Search the material for the string "background", then show every line where it turns up.

Record excerpts =>
# # # # #

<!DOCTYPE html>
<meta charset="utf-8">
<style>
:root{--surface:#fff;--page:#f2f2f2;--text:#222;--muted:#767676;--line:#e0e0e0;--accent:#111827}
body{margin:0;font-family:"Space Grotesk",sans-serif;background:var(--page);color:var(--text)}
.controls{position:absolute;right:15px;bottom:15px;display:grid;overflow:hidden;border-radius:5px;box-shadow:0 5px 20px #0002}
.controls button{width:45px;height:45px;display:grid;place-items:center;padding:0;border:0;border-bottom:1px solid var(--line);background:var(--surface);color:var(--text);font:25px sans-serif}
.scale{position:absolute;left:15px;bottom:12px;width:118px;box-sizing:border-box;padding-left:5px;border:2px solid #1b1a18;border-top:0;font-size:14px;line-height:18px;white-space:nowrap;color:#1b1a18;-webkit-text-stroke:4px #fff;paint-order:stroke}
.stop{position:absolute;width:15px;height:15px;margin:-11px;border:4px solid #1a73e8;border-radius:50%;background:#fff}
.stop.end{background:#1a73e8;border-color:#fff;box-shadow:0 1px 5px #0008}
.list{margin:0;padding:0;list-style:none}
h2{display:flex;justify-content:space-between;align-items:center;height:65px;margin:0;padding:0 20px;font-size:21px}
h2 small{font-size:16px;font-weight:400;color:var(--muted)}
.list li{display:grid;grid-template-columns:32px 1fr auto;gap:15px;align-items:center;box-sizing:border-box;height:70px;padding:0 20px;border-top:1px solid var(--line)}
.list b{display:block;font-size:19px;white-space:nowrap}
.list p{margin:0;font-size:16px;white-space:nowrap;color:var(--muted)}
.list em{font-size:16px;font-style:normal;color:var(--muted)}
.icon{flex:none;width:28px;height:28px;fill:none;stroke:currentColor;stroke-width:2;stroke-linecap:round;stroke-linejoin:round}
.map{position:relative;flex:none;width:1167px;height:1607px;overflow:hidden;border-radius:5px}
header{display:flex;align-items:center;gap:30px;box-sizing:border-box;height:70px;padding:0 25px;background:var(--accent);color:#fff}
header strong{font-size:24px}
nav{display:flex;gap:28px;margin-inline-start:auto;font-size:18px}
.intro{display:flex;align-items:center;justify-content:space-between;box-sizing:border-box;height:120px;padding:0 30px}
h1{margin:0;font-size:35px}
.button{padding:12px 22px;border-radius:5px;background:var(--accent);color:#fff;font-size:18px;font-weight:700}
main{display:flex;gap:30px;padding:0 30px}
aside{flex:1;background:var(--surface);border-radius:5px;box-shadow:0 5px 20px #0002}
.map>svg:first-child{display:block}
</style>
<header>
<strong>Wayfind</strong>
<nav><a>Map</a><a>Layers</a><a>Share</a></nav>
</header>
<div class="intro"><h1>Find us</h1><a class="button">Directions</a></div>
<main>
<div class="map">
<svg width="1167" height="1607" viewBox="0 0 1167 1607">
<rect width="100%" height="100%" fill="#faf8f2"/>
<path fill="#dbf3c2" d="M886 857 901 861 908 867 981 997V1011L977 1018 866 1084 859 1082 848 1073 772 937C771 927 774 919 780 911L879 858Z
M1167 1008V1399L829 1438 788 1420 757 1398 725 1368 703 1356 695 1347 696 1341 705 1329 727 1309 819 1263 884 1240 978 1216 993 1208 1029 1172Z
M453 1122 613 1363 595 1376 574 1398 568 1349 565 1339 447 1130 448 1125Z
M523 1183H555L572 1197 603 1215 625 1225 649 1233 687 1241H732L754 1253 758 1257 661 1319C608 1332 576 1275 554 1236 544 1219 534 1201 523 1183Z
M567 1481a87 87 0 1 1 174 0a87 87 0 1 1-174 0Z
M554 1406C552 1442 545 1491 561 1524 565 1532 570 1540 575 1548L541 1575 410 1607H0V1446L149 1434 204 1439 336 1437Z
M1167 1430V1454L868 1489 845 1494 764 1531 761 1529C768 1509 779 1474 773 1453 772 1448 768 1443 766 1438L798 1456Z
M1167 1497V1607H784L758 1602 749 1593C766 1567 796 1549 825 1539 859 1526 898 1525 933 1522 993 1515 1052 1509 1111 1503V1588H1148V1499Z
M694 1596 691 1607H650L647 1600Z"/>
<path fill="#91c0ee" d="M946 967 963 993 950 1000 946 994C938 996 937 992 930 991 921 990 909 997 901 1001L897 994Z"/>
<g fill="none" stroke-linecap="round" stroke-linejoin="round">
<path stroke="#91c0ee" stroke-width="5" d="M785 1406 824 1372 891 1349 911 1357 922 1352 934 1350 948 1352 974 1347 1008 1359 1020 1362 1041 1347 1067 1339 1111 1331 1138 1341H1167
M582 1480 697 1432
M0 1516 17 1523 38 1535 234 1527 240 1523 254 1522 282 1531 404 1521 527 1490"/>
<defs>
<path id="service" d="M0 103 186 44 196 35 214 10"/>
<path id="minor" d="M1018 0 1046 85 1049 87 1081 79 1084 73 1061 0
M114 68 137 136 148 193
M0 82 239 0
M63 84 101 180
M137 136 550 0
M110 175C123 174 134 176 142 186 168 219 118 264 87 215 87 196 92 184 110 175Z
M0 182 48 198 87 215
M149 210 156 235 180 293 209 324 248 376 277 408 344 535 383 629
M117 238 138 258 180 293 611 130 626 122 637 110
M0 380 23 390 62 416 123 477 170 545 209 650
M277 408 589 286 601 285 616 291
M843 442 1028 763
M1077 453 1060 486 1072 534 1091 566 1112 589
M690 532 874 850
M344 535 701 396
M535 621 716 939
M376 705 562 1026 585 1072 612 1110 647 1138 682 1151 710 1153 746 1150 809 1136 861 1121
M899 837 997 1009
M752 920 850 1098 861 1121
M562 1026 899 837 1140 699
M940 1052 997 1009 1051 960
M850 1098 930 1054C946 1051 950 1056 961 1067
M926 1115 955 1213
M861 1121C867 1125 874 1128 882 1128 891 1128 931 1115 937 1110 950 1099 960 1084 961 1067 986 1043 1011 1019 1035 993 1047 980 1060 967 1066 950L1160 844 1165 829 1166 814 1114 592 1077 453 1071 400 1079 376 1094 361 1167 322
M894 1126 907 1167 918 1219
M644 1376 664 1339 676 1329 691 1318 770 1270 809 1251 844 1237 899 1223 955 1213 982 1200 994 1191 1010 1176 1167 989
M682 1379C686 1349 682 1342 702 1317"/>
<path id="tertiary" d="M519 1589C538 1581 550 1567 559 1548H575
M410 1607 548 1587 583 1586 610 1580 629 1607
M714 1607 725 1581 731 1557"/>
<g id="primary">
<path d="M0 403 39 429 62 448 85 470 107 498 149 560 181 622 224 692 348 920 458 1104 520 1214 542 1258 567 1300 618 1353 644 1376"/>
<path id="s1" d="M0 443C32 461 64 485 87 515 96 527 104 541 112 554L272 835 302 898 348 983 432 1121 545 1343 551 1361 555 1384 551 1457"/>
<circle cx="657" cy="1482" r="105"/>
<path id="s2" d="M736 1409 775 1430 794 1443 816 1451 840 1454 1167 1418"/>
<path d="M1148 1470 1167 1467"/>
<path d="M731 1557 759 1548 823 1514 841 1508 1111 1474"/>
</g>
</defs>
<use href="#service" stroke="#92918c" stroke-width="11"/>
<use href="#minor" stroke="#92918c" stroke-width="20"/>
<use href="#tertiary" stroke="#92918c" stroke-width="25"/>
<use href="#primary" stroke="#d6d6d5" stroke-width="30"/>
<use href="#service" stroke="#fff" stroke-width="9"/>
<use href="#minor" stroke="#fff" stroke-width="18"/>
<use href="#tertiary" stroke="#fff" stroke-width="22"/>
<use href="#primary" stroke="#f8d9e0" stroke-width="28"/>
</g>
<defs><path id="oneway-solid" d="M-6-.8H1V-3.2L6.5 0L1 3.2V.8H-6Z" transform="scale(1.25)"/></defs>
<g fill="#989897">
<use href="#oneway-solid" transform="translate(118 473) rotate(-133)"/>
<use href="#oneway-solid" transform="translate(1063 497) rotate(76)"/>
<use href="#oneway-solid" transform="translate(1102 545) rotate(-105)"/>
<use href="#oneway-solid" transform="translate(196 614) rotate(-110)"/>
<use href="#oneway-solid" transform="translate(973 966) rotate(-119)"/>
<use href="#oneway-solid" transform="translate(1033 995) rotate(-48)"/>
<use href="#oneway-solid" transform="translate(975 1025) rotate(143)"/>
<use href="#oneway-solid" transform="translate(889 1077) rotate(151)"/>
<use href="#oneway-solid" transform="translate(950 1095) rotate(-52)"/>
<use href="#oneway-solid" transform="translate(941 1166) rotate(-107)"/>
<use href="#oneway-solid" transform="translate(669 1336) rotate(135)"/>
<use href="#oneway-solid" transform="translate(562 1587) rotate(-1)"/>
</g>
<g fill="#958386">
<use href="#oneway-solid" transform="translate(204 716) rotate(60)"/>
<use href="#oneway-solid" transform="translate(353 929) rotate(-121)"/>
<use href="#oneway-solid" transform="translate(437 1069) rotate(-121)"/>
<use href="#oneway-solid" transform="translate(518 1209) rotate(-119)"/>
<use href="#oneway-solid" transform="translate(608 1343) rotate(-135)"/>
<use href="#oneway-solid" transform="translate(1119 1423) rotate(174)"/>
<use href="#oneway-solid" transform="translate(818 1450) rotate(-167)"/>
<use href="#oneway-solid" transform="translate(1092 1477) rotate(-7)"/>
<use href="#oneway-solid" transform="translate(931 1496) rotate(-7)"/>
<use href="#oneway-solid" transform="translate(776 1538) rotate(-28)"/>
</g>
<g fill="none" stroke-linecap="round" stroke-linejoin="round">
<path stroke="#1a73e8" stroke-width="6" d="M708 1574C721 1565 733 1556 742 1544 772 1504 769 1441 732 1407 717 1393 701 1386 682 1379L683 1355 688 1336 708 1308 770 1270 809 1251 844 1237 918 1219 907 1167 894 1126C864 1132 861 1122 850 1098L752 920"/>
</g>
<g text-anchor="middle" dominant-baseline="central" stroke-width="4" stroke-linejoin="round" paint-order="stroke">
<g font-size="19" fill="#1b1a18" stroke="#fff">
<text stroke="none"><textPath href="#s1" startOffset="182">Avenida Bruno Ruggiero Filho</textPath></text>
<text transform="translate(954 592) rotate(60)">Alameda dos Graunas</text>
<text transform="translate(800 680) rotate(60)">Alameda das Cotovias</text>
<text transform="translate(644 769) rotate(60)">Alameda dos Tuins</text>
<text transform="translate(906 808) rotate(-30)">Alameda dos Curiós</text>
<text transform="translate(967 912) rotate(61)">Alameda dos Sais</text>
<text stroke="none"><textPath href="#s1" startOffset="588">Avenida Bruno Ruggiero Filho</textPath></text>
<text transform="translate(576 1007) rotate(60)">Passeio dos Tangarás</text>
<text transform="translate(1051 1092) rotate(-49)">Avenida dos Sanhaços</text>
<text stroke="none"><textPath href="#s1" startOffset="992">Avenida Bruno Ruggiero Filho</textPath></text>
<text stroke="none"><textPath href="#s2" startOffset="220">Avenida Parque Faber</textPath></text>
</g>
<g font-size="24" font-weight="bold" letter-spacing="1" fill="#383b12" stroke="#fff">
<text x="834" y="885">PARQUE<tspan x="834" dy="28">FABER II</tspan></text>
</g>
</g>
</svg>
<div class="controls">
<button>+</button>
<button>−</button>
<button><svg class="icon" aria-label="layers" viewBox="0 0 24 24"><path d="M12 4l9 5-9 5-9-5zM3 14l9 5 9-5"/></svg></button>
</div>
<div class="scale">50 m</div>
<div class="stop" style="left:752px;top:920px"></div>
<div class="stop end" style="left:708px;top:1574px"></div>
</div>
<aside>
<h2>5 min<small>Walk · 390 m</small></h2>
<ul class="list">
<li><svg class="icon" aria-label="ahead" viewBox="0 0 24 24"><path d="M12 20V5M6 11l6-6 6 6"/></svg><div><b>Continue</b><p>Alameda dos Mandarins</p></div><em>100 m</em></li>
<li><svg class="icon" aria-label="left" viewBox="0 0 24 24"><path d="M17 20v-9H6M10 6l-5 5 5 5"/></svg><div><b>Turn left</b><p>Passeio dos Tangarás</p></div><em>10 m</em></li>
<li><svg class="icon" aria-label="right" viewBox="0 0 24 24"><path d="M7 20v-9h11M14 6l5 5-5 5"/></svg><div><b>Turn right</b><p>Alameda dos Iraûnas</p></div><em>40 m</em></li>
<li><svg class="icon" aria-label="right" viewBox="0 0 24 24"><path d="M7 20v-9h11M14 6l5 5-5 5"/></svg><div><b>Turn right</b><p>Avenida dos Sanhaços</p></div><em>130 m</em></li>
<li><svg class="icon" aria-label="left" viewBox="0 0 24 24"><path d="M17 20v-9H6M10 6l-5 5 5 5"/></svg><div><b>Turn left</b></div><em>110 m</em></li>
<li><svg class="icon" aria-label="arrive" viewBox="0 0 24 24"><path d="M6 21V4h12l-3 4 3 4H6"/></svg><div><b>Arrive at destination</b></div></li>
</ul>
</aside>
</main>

# # # # #

Output below =>
body{margin:0;font-family:"Space Grotesk",sans-serif;background:var(--page);color:var(--text)}
.controls button{width:45px;height:45px;display:grid;place-items:center;padding:0;border:0;border-bottom:1px solid var(--line);background:var(--surface);color:var(--text);font:25px sans-serif}
.stop{position:absolute;width:15px;height:15px;margin:-11px;border:4px solid #1a73e8;border-radius:50%;background:#fff}
.stop.end{background:#1a73e8;border-color:#fff;box-shadow:0 1px 5px #0008}
header{display:flex;align-items:center;gap:30px;box-sizing:border-box;height:70px;padding:0 25px;background:var(--accent);color:#fff}
.button{padding:12px 22px;border-radius:5px;background:var(--accent);color:#fff;font-size:18px;font-weight:700}
aside{flex:1;background:var(--surface);border-radius:5px;box-shadow:0 5px 20px #0002}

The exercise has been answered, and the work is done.